What crowned the months of summitry was President Nixon's trip to Moscow in late May. Indeed, the Moscow summit dominated the year of U.S.-Soviet relations, for it reflected the conviction among both Soviet and American spokesmen that, despite differences over Indo-Pakistani relations and Vietnam, agreements could be reached that would permit both nations to live together with greater confidence and decency.
Nixon's welcome in Moscow was cordial but subdued. From his arrival, the American and Soviet negotiators proceeded to discuss every major world problem. Unable to come to agreement on Vietnam or the Middle East, they pledged to strive for a better relationship by binding the two countries together so tightly with joint committees and projects that only with difficulty could remote conflicts of interest disrupt their mutual determination to avoid direct confrontations.
Eventually they endorsed a series of agreements that had been carefully prepared in advance. These covered health research, pollution control, a future linkup of astronauts in space, and the avoidance of naval incidents at sea. To achieve a more stable balance of terror at existing nuclear levels, the negotiators at Moscow signed two nuclear arms pacts, one limiting the installation of antiballistic missiles to two locations in each country, the other freezing offensive weapons at current levels for five years, ensuring numerical superiority for Soviet missiles. In large measure, this nuclear formula had been reached at the strategic arms limitation talks in previous months. The Moscow agreements imposed no restraints on the qualitative improvement of existing weapons; thus, Secretary of Defense Melvin Laird made it clear that expenditures for missile development would not be curtailed.

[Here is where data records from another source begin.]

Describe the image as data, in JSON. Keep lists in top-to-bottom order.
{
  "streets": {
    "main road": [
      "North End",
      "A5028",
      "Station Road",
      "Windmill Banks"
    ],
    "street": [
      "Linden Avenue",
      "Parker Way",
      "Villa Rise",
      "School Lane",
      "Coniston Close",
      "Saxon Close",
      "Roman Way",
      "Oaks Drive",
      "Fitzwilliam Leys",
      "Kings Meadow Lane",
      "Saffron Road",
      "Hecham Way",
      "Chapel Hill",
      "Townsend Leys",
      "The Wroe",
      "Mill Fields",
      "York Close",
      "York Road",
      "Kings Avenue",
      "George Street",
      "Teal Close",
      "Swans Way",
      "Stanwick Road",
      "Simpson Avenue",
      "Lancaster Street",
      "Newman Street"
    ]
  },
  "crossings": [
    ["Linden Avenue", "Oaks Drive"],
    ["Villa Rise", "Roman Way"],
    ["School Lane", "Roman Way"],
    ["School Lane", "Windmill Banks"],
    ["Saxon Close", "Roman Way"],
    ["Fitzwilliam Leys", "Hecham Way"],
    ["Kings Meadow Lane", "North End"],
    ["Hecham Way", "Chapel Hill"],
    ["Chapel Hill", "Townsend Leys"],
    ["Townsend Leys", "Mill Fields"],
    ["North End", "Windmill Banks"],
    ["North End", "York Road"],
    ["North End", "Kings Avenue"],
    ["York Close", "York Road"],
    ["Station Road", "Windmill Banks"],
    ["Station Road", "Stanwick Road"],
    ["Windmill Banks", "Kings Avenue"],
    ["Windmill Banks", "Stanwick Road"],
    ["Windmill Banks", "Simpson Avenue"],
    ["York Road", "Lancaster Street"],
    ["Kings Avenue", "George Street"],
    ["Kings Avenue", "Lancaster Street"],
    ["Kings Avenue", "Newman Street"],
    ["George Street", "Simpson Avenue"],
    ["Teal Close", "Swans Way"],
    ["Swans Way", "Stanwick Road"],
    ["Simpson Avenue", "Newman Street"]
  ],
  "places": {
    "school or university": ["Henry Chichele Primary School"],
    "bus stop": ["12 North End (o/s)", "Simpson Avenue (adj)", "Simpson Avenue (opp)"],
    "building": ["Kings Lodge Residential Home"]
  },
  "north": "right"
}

Back in Washington, the president assured Congress that the nuclear arms pacts would prevent the arms race from spreading but would not endanger U.S. security; the nation would remain the most powerful on earth. This assurance did not convince Senator Henry Jackson (D, Wash.), who offered a resolution requiring any future U.S. negotiator to demand the numerical equality of American and Soviet nuclear power. In early August the Senate approved the ABM agreement by a vote of 88-2, after only one day of debate. But the president's endorsement of the Jackson resolution, coupled with the subsequent retreat of administration officials from certain of Jackson's interpretations of his own amendment, clouded Senate debate on the five-year interim agreement. Not until September, after five weeks of bitter argument, did the Senate approve the second nuclear arms pact as amended.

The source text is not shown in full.